▶ Action item
Count the lines in the data below that have "service" in them, and reply with only that number.
►
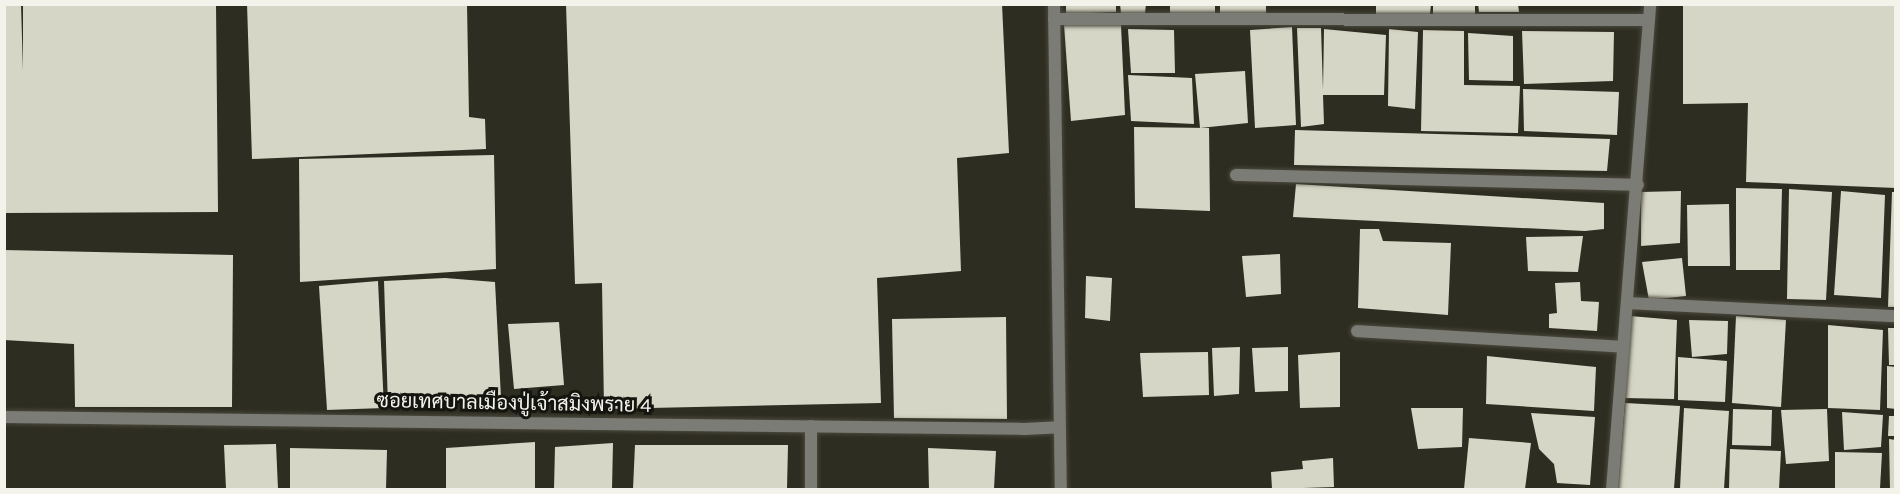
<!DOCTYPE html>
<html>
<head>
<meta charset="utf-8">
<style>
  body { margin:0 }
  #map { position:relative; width:1900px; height:494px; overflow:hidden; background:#2e2d21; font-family:Karla,Sarabun,sans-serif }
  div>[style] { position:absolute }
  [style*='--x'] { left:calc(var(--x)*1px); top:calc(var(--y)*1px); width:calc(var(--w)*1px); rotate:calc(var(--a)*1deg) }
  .building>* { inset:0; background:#d6d6c6 }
  .roads { filter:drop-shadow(0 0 2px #4a493d) drop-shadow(0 0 2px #4a493d) }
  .service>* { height:12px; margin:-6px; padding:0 6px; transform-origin:6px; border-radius:6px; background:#7c7c76 }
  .minor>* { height:12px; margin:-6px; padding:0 6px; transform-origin:6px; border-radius:6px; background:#7c7c76 }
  span { translate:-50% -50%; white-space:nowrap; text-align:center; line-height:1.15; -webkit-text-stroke:6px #151510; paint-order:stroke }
  .street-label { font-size:20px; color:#f3f3eb }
  .frame { position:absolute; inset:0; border:6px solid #f3f3eb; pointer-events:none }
</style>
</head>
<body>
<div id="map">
  <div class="building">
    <div style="clip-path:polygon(4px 4px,21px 4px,23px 71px,23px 4px,216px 4px,218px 212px,4px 213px)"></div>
    <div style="clip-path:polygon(247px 4px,467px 4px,469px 117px,485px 119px,486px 149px,252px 159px)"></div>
    <div style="clip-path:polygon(566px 4px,1002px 4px,1009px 153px,957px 158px,961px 271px,877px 278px,881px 403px,604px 409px,602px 283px,575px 284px)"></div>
    <div style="clip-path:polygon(1066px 4px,1116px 4px,1116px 12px,1066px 14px)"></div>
    <div style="clip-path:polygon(1120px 4px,1146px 4px,1145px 13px,1121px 13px)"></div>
    <div style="clip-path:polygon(1170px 4px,1215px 4px,1215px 14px,1170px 15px)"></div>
    <div style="clip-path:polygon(1220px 4px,1266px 4px,1266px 15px,1220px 14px)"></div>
    <div style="clip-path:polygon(1376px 4px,1431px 4px,1430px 14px,1376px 14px)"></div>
    <div style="clip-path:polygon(1478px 4px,1518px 4px,1519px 12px,1479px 12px)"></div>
    <div style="clip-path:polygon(1683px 4px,1896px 4px,1896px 188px,1746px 182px,1748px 103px,1683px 104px)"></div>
    <div style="clip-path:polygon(1433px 5px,1475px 5px,1475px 14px,1433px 14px)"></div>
    <div style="clip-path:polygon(1064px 25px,1121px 25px,1125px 115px,1071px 121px)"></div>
    <div style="clip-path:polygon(1292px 27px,1296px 125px,1255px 128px,1250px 30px)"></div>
    <div style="clip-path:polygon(1297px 28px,1321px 28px,1323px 90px,1324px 29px,1386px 35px,1384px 95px,1323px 95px,1324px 124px,1301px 127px)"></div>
    <div style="clip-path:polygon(1128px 29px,1174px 30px,1175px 73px,1131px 73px)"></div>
    <div style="clip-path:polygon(1389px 29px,1418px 32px,1415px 109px,1388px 106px)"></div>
    <div style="clip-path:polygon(1423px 30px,1464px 31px,1464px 85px,1520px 86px,1518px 133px,1421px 131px)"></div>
    <div style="clip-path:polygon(1522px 31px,1614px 32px,1613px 81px,1524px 84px)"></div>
    <div style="clip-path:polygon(1468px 33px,1513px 36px,1513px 81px,1469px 80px)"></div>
    <div style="clip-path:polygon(1245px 71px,1248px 123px,1200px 128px,1195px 74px)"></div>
    <div style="clip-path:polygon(1128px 75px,1192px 78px,1194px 124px,1131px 121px)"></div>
    <div style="clip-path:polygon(1523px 89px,1619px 92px,1617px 135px,1524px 131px)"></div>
    <div style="clip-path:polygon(1134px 127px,1209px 128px,1210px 211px,1135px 208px)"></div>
    <div style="clip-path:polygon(1295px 130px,1610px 139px,1607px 171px,1294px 165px)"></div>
    <div style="clip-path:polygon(494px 155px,496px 269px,300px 282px,299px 159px)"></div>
    <div style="clip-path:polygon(1296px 184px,1604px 203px,1604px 229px,1585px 231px,1293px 217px)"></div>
    <div style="clip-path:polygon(1736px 188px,1782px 189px,1780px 270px,1736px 270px)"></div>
    <div style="clip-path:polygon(1789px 189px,1832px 192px,1826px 300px,1787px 299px)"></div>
    <div style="clip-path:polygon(1681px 191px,1680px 243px,1641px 246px,1641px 192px)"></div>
    <div style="clip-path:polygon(1841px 191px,1885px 195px,1881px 298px,1834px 295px)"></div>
    <div style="clip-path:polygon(1892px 192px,1896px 192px,1896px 307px,1888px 307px)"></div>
    <div style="clip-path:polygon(1729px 204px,1730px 266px,1688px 266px,1687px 205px)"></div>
    <div style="clip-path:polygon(1360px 229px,1379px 229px,1383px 241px,1451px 243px,1448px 315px,1358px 308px)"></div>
    <div style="clip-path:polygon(1583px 236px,1578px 272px,1528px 271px,1526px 237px)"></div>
    <div style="clip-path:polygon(4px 250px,233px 255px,232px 407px,75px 407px,74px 344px,4px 340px)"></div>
    <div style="clip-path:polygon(1280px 254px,1281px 294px,1246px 297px,1242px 256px)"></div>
    <div style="clip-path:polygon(1682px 258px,1686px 296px,1649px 300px,1642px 262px)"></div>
    <div style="clip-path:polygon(1086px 276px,1112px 278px,1110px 321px,1085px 318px)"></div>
    <div style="clip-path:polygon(445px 278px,495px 282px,501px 398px,388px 406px,384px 281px)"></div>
    <div style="clip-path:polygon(378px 281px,384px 408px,327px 410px,319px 286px)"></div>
    <div style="clip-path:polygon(1580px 282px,1581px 301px,1599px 302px,1597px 331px,1549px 328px,1549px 314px,1557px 313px,1555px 283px)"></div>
    <div style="clip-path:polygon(1630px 316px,1677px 320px,1674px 399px,1624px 398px)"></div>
    <div style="clip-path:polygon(1736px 316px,1786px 320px,1781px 407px,1732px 403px)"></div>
    <div style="clip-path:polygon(1006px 317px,1007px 419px,894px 418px,892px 319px)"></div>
    <div style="clip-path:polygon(1689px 320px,1728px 321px,1727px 354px,1692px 357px)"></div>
    <div style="clip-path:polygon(559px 322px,564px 385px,514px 389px,508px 324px)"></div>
    <div style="clip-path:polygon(1828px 325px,1883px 330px,1880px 410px,1828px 408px)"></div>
    <div style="clip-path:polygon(1888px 328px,1896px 328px,1896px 365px,1889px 365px)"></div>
    <div style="clip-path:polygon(1240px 347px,1239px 394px,1214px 396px,1212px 348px)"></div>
    <div style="clip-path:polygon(1288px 347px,1288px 391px,1255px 392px,1252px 348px)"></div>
    <div style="clip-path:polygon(1208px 352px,1209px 395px,1143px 397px,1140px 353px)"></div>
    <div style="clip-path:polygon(1340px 352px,1340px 407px,1300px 408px,1298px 355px)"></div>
    <div style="clip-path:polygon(1487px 356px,1596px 367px,1594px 411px,1486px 404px)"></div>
    <div style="clip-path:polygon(1678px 357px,1727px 361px,1725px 402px,1678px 400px)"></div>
    <div style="clip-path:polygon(1887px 366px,1896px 367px,1896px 409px,1887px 408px)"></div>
    <div style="clip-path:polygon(1625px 403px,1680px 406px,1674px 489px,1618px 489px)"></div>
    <div style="clip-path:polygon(1411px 408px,1463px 408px,1462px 447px,1418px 449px)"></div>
    <div style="clip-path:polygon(1684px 408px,1729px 411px,1724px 489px,1680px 489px)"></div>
    <div style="clip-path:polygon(1733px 409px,1772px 410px,1771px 446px,1732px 445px)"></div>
    <div style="clip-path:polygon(1827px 409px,1829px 461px,1786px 464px,1781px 410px)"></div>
    <div style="clip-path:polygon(1842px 412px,1883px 415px,1881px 447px,1844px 450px)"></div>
    <div style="clip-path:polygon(1531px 413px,1595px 417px,1590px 485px,1557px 483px,1554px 464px,1539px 449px)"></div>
    <div style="clip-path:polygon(1889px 416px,1896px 416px,1896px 436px,1888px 436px)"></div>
    <div style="clip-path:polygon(1469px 438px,1531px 443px,1525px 489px,1464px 489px)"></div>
    <div style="clip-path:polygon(1889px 439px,1896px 440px,1896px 489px,1890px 489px)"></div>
    <div style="clip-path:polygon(535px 442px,535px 489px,446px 489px,446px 448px)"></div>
    <div style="clip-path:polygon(613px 443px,612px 489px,554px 489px,555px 447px)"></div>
    <div style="clip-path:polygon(276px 444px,278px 489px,226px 489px,224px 445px)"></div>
    <div style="clip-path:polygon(635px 445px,788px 445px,787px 489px,633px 489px)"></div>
    <div style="clip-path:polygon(290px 448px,387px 450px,386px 489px,290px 489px)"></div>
    <div style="clip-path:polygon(928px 448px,996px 451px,994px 489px,929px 489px)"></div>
    <div style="clip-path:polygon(1730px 449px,1781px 451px,1779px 489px,1729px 489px)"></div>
    <div style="clip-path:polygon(1835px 452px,1882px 453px,1880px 488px,1835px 489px)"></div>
    <div style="clip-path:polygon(1333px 458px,1334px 487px,1272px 489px,1271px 472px,1303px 469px,1302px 461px)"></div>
  </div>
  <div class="roads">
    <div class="service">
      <div style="--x:1236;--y:175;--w:402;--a:1.4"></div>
      <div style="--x:811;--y:426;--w:64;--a:90"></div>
    </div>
    <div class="minor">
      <div style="--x:1054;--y:4;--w:486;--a:89.2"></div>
      <div style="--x:1054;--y:19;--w:595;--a:0.1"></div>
      <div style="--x:1627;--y:303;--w:269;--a:2.8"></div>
      <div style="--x:1357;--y:331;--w:266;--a:3.4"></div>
      <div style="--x:4;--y:417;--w:1020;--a:0.67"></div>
      <div style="--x:1024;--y:429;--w:35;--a:-3"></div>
      <div style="--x:1612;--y:490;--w:487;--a:-85.5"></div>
    </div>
  </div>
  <div class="street-label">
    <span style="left:514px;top:403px;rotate:1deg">ซอยเทศบาลเมืองปู่เจ้าสมิงพราย 4</span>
  </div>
  <div class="frame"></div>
</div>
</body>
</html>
◄
▶ Output of the task
2